You can read a UXDuty scan in 30 seconds for the headline, or 30 minutes if you want to dig into every issue. The page is laid out so that the most important information sits at the top, in the language a non-technical reader needs.
Every finding sits against one of the four FCA Consumer Duty outcomes - Products and services, Price and value, Consumer understanding, Consumer support - and cites the specific PRIN 2A handbook rule it relates to, so the path from a UX or accessibility issue to a regulatory implication is explicit.
Two related but separate concepts run through the report: severity sits on each individual issue, and the Consumer Duty risk band sits on the journey as a whole. Knowing the difference makes the report easier to act on.
The Consumer Duty risk band
The single most important number on the page. It comes in three bands, calculated from the count and severity of issues across every step of the journey, weighted toward issues that disproportionately affect customers in vulnerable circumstances:
- High - there is a clear potential for customer harm. Score below 50. Should be raised promptly with whoever owns the journey.
- Medium - there is meaningful friction or a Consumer Duty shortfall that would warrant attention if reviewed by a regulator. Score 50-79. Worth fixing in the next sprint.
- Low - the journey is broadly safe. Score equivalent to 80 or above on the underlying scale. Customers can complete it without significant friction.
The AI summary
Two or three sentences in plain English describing what the scan found. Designed to be pasted straight into a board paper or shared with a non-technical stakeholder. The summary is grounded in the actual issues - it won't describe problems that aren't in the issue list.
The issue chart
A visual count of issues by severity (High, Medium, Low) or by Consumer Duty outcome (Products and services, Price and value, Consumer understanding, Consumer support). Use it to scan the shape of the problem at a glance - a chart heavy on red means "a few critical issues"; a chart heavy on a single outcome means a particular PRIN 2A rule is at risk across the journey.
The journey list
Each step in the journey appears as a row, in order. Clicking a step expands it to show:
- The screenshot, with red outlines around any element involved in an issue.
- The issue list for that step - title, plain-language description, severity and category.
- A suggested fix for each issue, written by the same model that produced the summary.
Severity (per issue)
Each individual issue is graded on the same three-level scale as the journey:
- High - the issue blocks or significantly impedes a customer from completing the journey, or creates a clear Consumer Duty risk. Fix as a priority.
- Medium - the issue creates real friction but most customers can work around it. Fix in the next planned cycle.
- Low - the issue is a polish item or affects a small subset of users. Worth fixing when you're already in the area.

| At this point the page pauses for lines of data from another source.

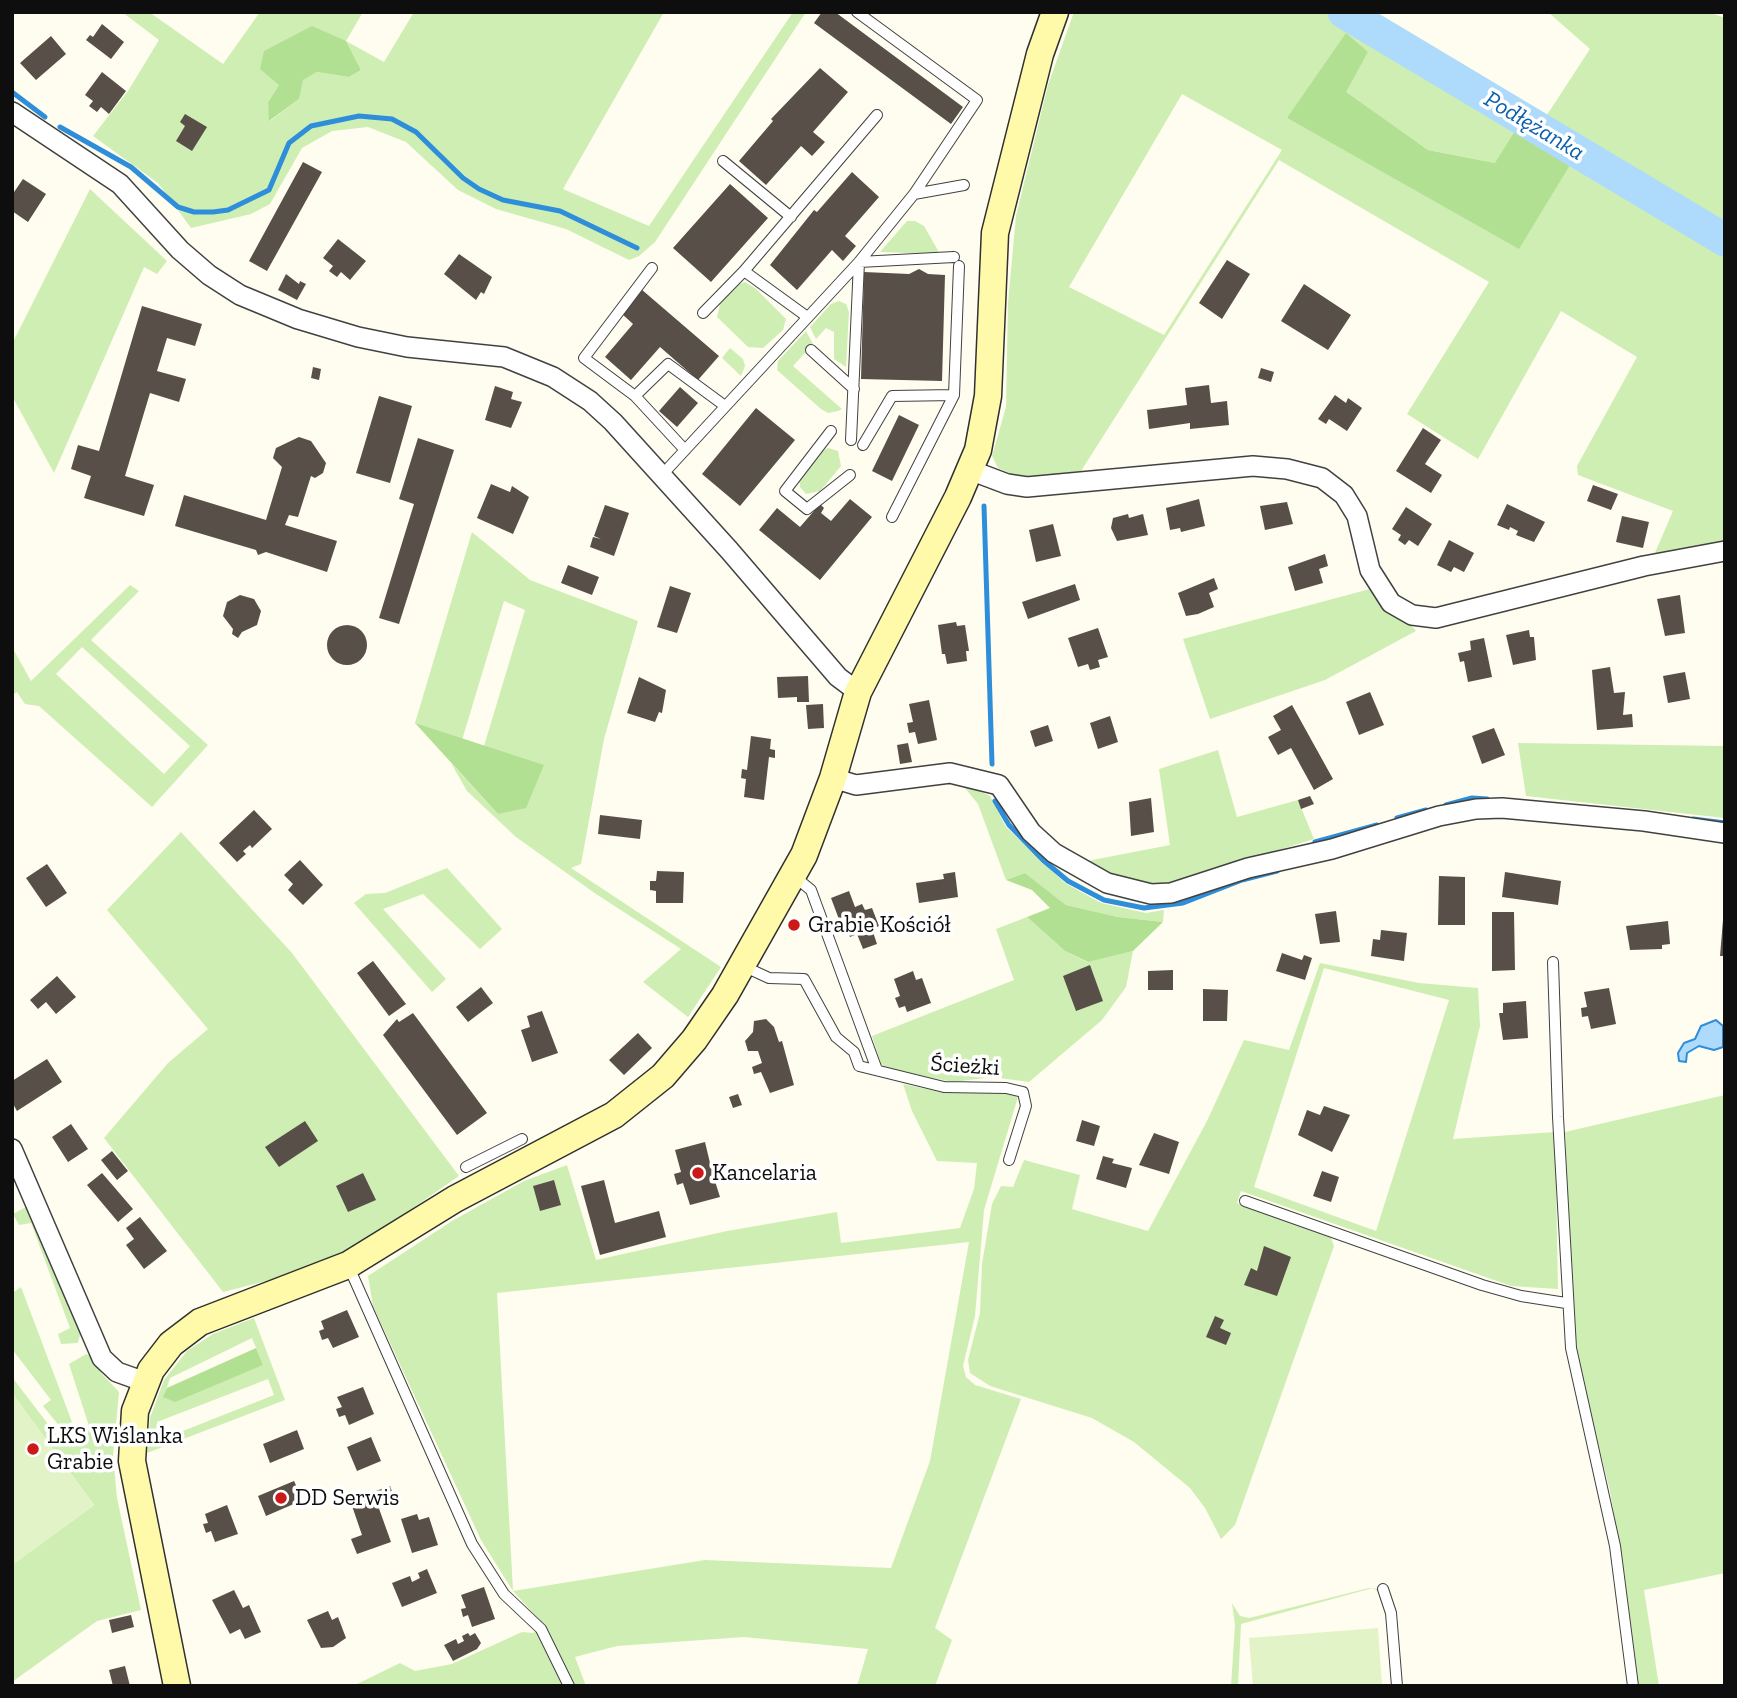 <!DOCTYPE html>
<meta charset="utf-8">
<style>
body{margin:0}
#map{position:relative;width:1737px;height:1698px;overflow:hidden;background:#fffdef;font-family:"Zilla Slab",serif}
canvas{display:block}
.frame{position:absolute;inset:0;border:14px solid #0e0e0e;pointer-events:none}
</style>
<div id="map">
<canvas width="1737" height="1698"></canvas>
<div class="frame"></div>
</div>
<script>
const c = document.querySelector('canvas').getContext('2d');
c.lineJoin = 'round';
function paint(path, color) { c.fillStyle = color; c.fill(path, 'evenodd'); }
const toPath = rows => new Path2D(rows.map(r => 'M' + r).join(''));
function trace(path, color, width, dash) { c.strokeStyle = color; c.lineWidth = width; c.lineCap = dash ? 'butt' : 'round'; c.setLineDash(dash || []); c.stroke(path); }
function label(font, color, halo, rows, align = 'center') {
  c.font = font + ' "Zilla Slab",serif'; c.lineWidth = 7; c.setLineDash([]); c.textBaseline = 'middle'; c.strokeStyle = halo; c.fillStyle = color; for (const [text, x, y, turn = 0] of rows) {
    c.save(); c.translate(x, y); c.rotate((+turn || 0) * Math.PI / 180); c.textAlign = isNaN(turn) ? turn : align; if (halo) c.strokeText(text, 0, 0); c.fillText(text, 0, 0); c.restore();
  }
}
paint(toPath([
 [122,12,149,12,223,64,260,12,363,12,346,41,384,62,414,12,664,12,563,189,649,226,793,12,806,12,655,242,639,256,629,260,566,229,496,209,458,190,406,142,368,127,332,131,302,148,270,204,251,214,191,228,158,183,93,136,128,91,159,40],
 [346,41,361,70,349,77,317,72,302,80,299,99,270,121,268,102,279,85],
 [1074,12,1363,12,1543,121,1590,49,1548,12,1708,12,1725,18,1725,542,1654,555,1673,511,1578,475,1577,466,1637,357,1561,311,1478,459,1407,414,1489,282,1279,160,1081,471,1021,478,998,468,992,456,1006,407,1008,303,1016,216,1048,85],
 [1368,52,1345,92,1428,150,1495,163,1519,248,1287,118],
 [1182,94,1282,150,1164,335,1069,287],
 [90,189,167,261,157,274,144,267,54,473,12,396,12,344],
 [907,221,915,221,924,226,940,254,880,252],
 [745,282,755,288,786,319,783,330,763,348,748,347,717,317,720,304,737,285],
 [839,301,846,304,849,312,846,367,834,359,834,332,826,328,816,339,810,327,831,304],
 [806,331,813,344,793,366,842,409,838,411,828,413,821,409,777,370,778,361],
 [730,348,743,359,745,366,741,376,722,358],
 [828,448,838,451,841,466,820,491,806,494,800,487,799,478,820,452],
 [472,532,530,580,638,621,604,739,581,864,571,868,721,967,688,1017,643,982,681,949,596,894,516,837,467,791,451,763,498,814,492,750,484,746,525,610,504,601,462,740,415,723],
 [130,585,139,591,91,640,208,745,152,807,39,706,25,704,17,692,12,695,12,647,31,681],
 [82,647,190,746,164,774,56,674],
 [1370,589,1385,610,1409,623,1416,631,1325,680,1210,719,1183,639],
 [1518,743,1725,746,1725,818,1526,796],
 [1218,750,1237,817,1298,800,1314,839,1163,886,1128,882,1082,862,1170,845,1159,769],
 [961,783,990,796,1006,827,1065,883,1101,903,1146,913,1164,910,1163,922,1118,917,1066,905,1025,873,1006,880,978,804],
 [181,832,292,953,459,1176,349,1252,317,1268,223,1292,104,1138,168,1063,208,1029,107,910],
 [447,868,502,929,480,949,423,894,383,909,446,979,432,992,354,903,366,894,385,893],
 [1027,917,1065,951,1087,962,1133,951,1126,987,1102,1020,1029,1082,993,1077,953,1082,886,1068,881,1064,872,1036,1014,980,996,929],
 [1320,963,1419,983,1478,988,1480,1026,1453,1139,1555,1132,1558,1289,1511,1286,1241,1191,1237,1203,1330,1235,1334,1246,1235,1525,1221,1539,1205,1508,1190,1488,1134,1442,1092,1418,990,1386,970,1373,968,1360,980,1313,982,1264,992,1204,1001,1186,1013,1187,1024,1160,1080,1175,1072,1209,1148,1231,1208,1119,1244,1040,1289,1050],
 [1324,968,1449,1000,1376,1231,1254,1187],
 [903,1084,945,1093,1006,1093,1018,1097,984,1210,975,1316,963,1366,966,1377,975,1385,1021,1399,935,1628,952,1640,935,1686,857,1686,868,1649,744,1637,617,1646,575,1657,586,1686,353,1686,400,1663,415,1671,452,1664,522,1632,533,1633,543,1624,513,1591,481,1540,373,1306,368,1276,452,1221,524,1181,567,1165,596,1260,727,1231,837,1212,841,1243,960,1228,974,1189,977,1163,937,1161,912,1111],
 [969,1242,930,1461,891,1568,705,1560,513,1591,497,1293],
 [1725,1095,1725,1573,1644,1590,1659,1686,1638,1686,1624,1572,1610,1491,1577,1358,1571,1295,1565,1132],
 [26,1207,34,1212,82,1327,78,1343,61,1344,58,1334,70,1328,31,1223,19,1225,13,1214],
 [21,1287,72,1422,61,1428,43,1406,51,1400,12,1349,12,1293],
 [254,1318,285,1400,147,1453,150,1418,164,1380,187,1351,213,1334],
 [252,1338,263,1365,164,1397,170,1378],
 [268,1379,274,1395,155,1442,157,1422],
 [86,1354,94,1357,101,1373,119,1392,113,1455,117,1498,141,1610,97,1621,12,1682,12,1565,94,1505,12,1393,12,1377,61,1441,89,1426,69,1364],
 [1369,1588,1379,1589,1380,1593,1373,1588,1241,1624,1238,1686,1231,1686,1235,1625,1232,1603,1240,1616,1249,1618]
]), '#cfeeb4');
paint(toPath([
 [312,26,346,41,361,70,349,77,317,72,303,80,299,99,269,121,268,102,279,85,260,69,264,51],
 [1346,33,1368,52,1346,92,1428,150,1495,163,1520,123,1576,155,1519,249,1287,118],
 [415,723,544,765,526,808,498,814],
 [1025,873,1066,905,1118,917,1163,922,1133,951,1088,962,1065,951,1027,917,1050,908,1032,890,1006,880],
 [256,1348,263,1365,175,1402,163,1397,167,1388]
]), '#b2e092');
paint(toPath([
 [12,1393,94,1505,12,1565],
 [1378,1628,1382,1686,1253,1686,1249,1638]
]), '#e2f4c7');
const water = toPath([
 [1716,1020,1723,1026,1723,1047,1714,1050,1699,1046,1687,1053,1686,1062,1679,1061,1678,1053,1684,1043,1695,1039,1701,1026,1716,1020]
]);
paint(water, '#aedbfc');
trace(water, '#2e8eda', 2);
trace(toPath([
 [12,92,45,117],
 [60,127,131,167,178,207,194,212,213,212,228,210,269,190,289,143,311,126,359,116,392,119,416,132,463,178,479,189,503,200,560,211,637,248],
 [984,506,992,764],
 [995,801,1009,825,1043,860,1068,881,1104,900,1144,908,1183,903,1242,880,1277,871],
 [1446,805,1472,798,1487,799],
 [1397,818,1426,810],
 [1693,819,1725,823],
 [1315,842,1377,825]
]), '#2e8eda', 5);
trace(toPath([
 [1344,12,1725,240]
]), '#aedbfc', 33);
paint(toPath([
 [822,12,835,12,963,107,951,124,814,23],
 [102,24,124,42,111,59,86,40,90,35,93,37],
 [51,36,66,54,36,80,20,63],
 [820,68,848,92,813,132,825,142,812,156,801,146,766,185,739,161,773,121,771,119],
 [102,72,126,91,109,114,101,107,97,112,89,106,93,101,85,95],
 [185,114,207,127,192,151,176,141,185,126,180,122],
 [303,162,322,172,267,271,249,261],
 [852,172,879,197,845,236,856,246,843,261,832,250,797,290,770,265,814,210,817,212],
 [23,179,46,194,28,222,12,211,12,195],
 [730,184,768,218,711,282,673,248],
 [338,239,366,261,350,280,341,272,337,277,329,271,333,266,323,258],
 [459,254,492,277,484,294,481,292,476,300,444,274],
 [1227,260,1250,274,1222,319,1199,303],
 [919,269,928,274,945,275,942,381,861,379,864,272,909,274],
 [286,274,299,284,300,281,306,284,297,300,278,290],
 [1304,284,1351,315,1328,350,1281,321],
 [641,289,719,356,698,380,660,347,631,380,605,357,633,324,621,313],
 [142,306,202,324,195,346,167,338,157,371,186,379,179,402,150,393,125,476,154,485,144,516,84,498,91,476,71,469,78,445,99,451],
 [313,367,321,369,319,380,311,378],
 [1261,368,1274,372,1271,382,1258,378],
 [1209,385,1211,403,1227,401,1229,425,1190,429,1190,423,1149,429,1147,410,1187,405,1185,388],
 [495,386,513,392,511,399,522,402,511,428,485,420],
 [680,387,698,403,677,427,659,411],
 [1335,395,1346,403,1348,398,1362,408,1347,431,1329,419,1326,424,1318,419],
 [379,396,412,406,390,483,356,473],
 [756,408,795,440,740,506,702,474],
 [899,415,919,425,892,481,872,471],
 [1423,428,1441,440,1425,464,1442,475,1431,493,1396,471],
 [299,437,311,441,326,463,323,473,315,478,311,476,298,517,289,515,285,525,337,541,327,572,266,552,258,555,256,550,175,526,184,495,266,520,282,467,273,458,276,448],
 [418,438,454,450,399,624,379,618,414,504,399,499],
 [491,484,510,492,512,486,529,497,513,534,477,518],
 [1593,485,1618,494,1611,510,1587,501],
 [850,499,872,517,820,580,759,530,777,508,800,527,820,504,824,508,821,513,831,521],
 [1199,499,1205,526,1181,532,1180,528,1170,530,1166,508],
 [1287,502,1293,524,1265,530,1260,506],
 [1507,504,1545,522,1534,542,1516,535,1518,531,1510,527,1509,530,1497,525],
 [605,505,629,513,614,556,590,547,593,537,601,539,594,536],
 [1406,507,1432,524,1418,546,1409,540,1405,545,1398,540,1401,535,1392,529],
 [1128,514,1129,518,1143,514,1148,535,1117,541,1111,528,1113,518],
 [1622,516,1649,522,1643,548,1616,542],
 [1053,524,1061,556,1036,562,1029,530],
 [1449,540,1474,553,1464,572,1454,567,1451,572,1437,565],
 [1325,554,1328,566,1319,569,1323,583,1295,591,1288,567],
 [568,565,599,577,592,595,561,583],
 [1214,578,1218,589,1209,593,1214,607,1198,614,1186,616,1178,593],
 [1075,584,1080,600,1028,619,1022,602],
 [670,586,691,593,677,633,657,627],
 [240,595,254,599,261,611,257,625,242,632,238,638,232,634,233,629,223,616,227,602],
 [1680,595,1685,633,1665,636,1657,599],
 [956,622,957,626,965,625,969,651,966,651,967,661,947,664,945,654,942,654,938,625],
 '327 645a20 20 0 1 1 40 0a20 20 0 1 1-40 0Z',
 [1098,628,1108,657,1098,660,1100,667,1090,670,1088,664,1078,667,1068,638],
 [1529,630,1530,637,1534,637,1536,660,1513,665,1506,635],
 [1484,638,1492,677,1468,682,1464,661,1460,662,1458,653,1471,650,1470,641],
 [1610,667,1614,693,1625,692,1623,715,1632,714,1633,727,1597,730,1592,670],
 [1685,672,1690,699,1668,703,1663,676],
 [808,676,809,702,797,702,797,697,778,698,777,677],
 [639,677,666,690,662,713,659,712,655,722,627,713],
 [1370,692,1384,725,1359,735,1346,702],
 [929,700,937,740,918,744,915,732,909,733,907,723,913,722,909,704],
 [823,704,824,728,808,729,806,705],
 [1292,705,1333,779,1314,790,1291,748,1278,755,1268,737,1281,730,1273,716],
 [1110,716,1118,742,1098,749,1090,723],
 [1048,725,1053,741,1035,747,1030,731],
 [1494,728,1505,755,1482,764,1472,736],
 [751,736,771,739,770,749,775,750,775,758,769,757,764,800,744,797,746,779,741,778,742,769,747,770],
 [908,743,912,762,900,764,897,745],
 [1310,796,1314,804,1301,809,1298,800],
 [1151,798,1154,832,1131,836,1129,802],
 [254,810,272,829,252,848,250,845,243,851,246,854,237,862,219,843],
 [600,815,642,820,640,839,598,834],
 [300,860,323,885,303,905,288,890,293,884,284,875],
 [47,864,67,893,46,907,26,878],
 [657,871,684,872,683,903,656,903,656,891,650,890,650,881,656,881],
 [955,872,958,897,919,903,916,883,944,879,943,874],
 [1505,872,1561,881,1558,905,1502,897],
 [1439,876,1465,877,1465,925,1438,925],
 [849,891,855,907,862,904,865,910,872,908,879,926,872,929,877,944,863,949,857,934,850,937,843,921,840,922,831,898],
 [1336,911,1340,942,1320,944,1315,914],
 [1492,912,1514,912,1515,970,1492,971],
 [1723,920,1725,920,1725,956,1720,956],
 [1668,921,1670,944,1662,945,1662,949,1630,950,1626,926],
 [1381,930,1407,933,1404,961,1371,956,1373,939,1380,940],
 [1282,953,1302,960,1304,955,1312,958,1305,980,1276,971],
 [373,961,406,1004,389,1016,357,973],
 [1090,965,1103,1001,1076,1011,1063,976],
 [1173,970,1173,990,1148,990,1148,971],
 [913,971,916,980,922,978,931,1003,907,1012,905,1006,899,1008,895,998,900,996,894,979],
 [57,976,76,997,56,1014,46,1002,38,1009,30,1000],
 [481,987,493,1003,468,1022,456,1007],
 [1609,988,1616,1024,1591,1029,1588,1016,1582,1017,1581,1008,1587,1007,1584,992],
 [1203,989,1228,990,1227,1021,1203,1021],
 [1526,1001,1528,1038,1503,1040,1499,1013,1503,1013,1503,1003],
 [542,1011,558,1053,532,1062,521,1030,530,1027,527,1016],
 [413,1013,487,1113,457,1135,383,1035,397,1019,399,1022],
 [766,1019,774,1027,779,1042,782,1041,794,1085,770,1093,761,1072,754,1074,752,1067,762,1063,758,1051,748,1051,745,1041,753,1032,754,1021],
 [638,1033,652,1048,624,1075,609,1060],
 [47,1059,62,1082,17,1111,12,1102,12,1081],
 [738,1094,742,1105,733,1108,729,1097],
 [1324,1106,1350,1115,1332,1152,1298,1135,1307,1110,1320,1115],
 [1082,1120,1100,1126,1094,1146,1076,1141],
 [305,1121,318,1141,279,1167,265,1147],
 [71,1124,88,1149,68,1162,52,1137],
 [1154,1133,1179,1142,1169,1174,1139,1165],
 [705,1142,710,1163,717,1161,720,1173,713,1175,720,1197,690,1205,683,1183,677,1185,674,1174,681,1172,675,1150],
 [112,1151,128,1171,117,1180,101,1160],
 [1103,1156,1114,1159,1112,1163,1132,1168,1126,1188,1096,1179],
 [1322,1171,1339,1177,1331,1202,1313,1196],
 [102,1173,133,1209,118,1222,87,1185],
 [363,1173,376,1200,348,1212,336,1186],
 [554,1180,561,1205,540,1211,533,1186],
 [604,1180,615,1223,659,1211,666,1237,600,1255,581,1186],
 [140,1217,167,1251,144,1269,126,1245,134,1239,126,1228],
 [1264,1246,1291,1257,1277,1296,1244,1285,1251,1268,1257,1271],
 [347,1310,359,1337,333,1348,328,1338,322,1340,319,1331,324,1329,321,1321],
 [1215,1316,1224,1320,1220,1328,1231,1333,1226,1345,1206,1337],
 [363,1387,374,1414,349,1425,345,1415,339,1417,336,1409,342,1407,337,1397],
 [297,1430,304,1449,270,1463,263,1444],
 [371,1437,381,1461,357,1471,347,1447],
 [294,1481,303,1500,266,1516,258,1496],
 [390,1486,394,1497,377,1503,391,1542,357,1554,351,1539,362,1535,350,1500],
 [227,1505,238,1534,215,1542,211,1531,206,1533,203,1524,208,1523,205,1514],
 [417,1514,419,1520,429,1517,438,1545,412,1553,401,1519],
 [427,1569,437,1593,402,1607,392,1583,410,1576,412,1582,420,1578,418,1573],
 [484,1587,495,1619,472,1627,468,1615,463,1617,461,1609,466,1608,461,1595],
 [234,1590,243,1608,249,1605,261,1632,245,1639,240,1629,230,1634,212,1600],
 [328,1611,332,1620,338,1617,346,1638,333,1647,321,1648,307,1620],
 [131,1615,134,1627,112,1633,109,1620],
 [468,1633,470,1636,475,1633,481,1643,477,1649,453,1661,444,1645,456,1639,458,1644,464,1641,462,1636],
 [125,1666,130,1686,113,1686,109,1670]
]), '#584f49');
const lane = toPath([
 [723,161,791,217],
 [914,194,964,185],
 [652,268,584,358,635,396,668,364,725,406],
 [744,271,877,115],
 [703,313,744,271,806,316],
 [811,350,854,389],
 [954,395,959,266],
 [635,396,685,450],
 [831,431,785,491,807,509,850,475],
 [851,440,859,262,954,257],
 [863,445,892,396,954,395,892,517],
 [661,476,859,262,914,194,977,100,857,12],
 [795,877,811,890,877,1070],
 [1553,962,1558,1117,1571,1348,1615,1546,1633,1686],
 [743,966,769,978,804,979,836,1037,854,1052,859,1066,944,1087,1006,1088,1023,1092,1026,1106,1009,1160],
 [466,1167,522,1139],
 [1245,1201,1482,1285,1521,1296,1566,1303],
 [348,1265,472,1544,504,1594,541,1629,569,1686],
 [1383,1589,1391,1613,1397,1686]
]);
const street = toPath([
 [12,112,120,184,180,250,209,275,240,295,298,319,358,337,407,347,504,357,553,377,590,401,613,422,729,550,838,677,858,692],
 [970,470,1007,484,1027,487,1253,466,1287,469,1322,478,1344,495,1357,516,1370,570,1391,603,1412,615,1436,618,1644,566,1725,551],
 [833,778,856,785,950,773,999,785,1031,832,1054,853,1107,883,1151,894,1171,893,1248,868,1332,849,1439,816,1476,809,1502,808,1644,821,1725,833],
 [12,1149,102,1358,117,1372,145,1382]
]);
const secondary = toPath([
 [177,1686,132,1461,135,1411,151,1370,171,1344,200,1322,348,1265,455,1199,614,1115,663,1076,694,1040,725,995,804,855,833,778,858,692,958,497,978,450,988,396,995,233,1040,54,1055,12]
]);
trace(lane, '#414141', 12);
trace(street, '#414141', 22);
trace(secondary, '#303030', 29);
trace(lane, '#fff', 10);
trace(street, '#fff', 19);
trace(secondary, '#fff9aa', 26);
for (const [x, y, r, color] of [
 [794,925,7,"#cb1919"],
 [698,1173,7,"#cb1919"],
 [33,1449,7,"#cb1919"],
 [281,1498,7,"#cb1919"]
]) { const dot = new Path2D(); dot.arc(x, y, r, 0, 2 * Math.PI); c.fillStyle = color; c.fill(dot); trace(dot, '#fff', 2.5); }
label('23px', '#0e0e0e', '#fff', [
 ["Grabie Kościół",808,925],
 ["Kancelaria",712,1173],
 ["LKS Wiślanka",47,1436],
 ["Grabie",47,1462],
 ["DD Serwis",295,1498]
], 'left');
label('23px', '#0e0e0e', '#fff', [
 ["Ścieżki",965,1066,4]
]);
label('italic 24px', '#0b5fac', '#fff', [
 ["Podłężanka",1534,126,31]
]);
</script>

Severity is decided by a combination of the heuristic that triggered the issue, the specific PRIN 2A rule it sits against, and an AI judgement of how the issue affects a real customer trying to complete the journey. Issues that disproportionately affect customers in vulnerable circumstances are weighted upward.
Consumer Duty outcomes
Every issue is tagged with the Consumer Duty outcome it sits under, and cites the specific PRIN 2A handbook rule that backs it. The four outcomes cover the journey from product design through to ongoing support:
- Products and services (PRIN 2A.3.4R) - target-market fit, headline-claim integrity, FSCS protection signalled where it applies.
- Price and value (PRIN 2A.4.2R) - rate prominence, introductory-rate clarity, exit fees, total-cost illustration, representative examples and sourced comparison claims.
- Consumer understanding (PRIN 2A.5.3R) - plain language, acronyms explained, sentence length, passive voice on obligations, document guidance, comprehension checkpoints.
- Consumer support (PRIN 2A.6.2R, read with the cross-cutting 2A.2.8R foreseeable-harm rule) - help availability, vulnerability support, debt-advice signposting, claims pathway visibility, switching and transfer support, symmetric friction between joining and leaving, plus user-facing accessibility controls.
Accessibility findings are not a separate category - they run as part of each outcome's check set, mapped to the WCAG 2.2 AA success criterion they sit against. An alt-text issue on a product comparison page surfaces under Products and services; a contrast failure on a complaints form surfaces under Consumer support.
Why the band can change between scans
A scan reflects the journey at the moment it was run. If the page changed (a new banner, a copy change, a popup), the next scan can produce a different result even if you didn't intend to change anything. We recommend running a scan on a regular cadence - weekly or monthly is typical - so trends are visible rather than surprising.
Where to start
If you've only got ten minutes:
- Read the AI summary.
- Look at the High-severity issues only.
- Open the screenshot for the first one and decide whether to fix it now, schedule it, or escalate.
The rest can wait - but it's usually a good idea to make sure someone owns the Medium list before the next scan.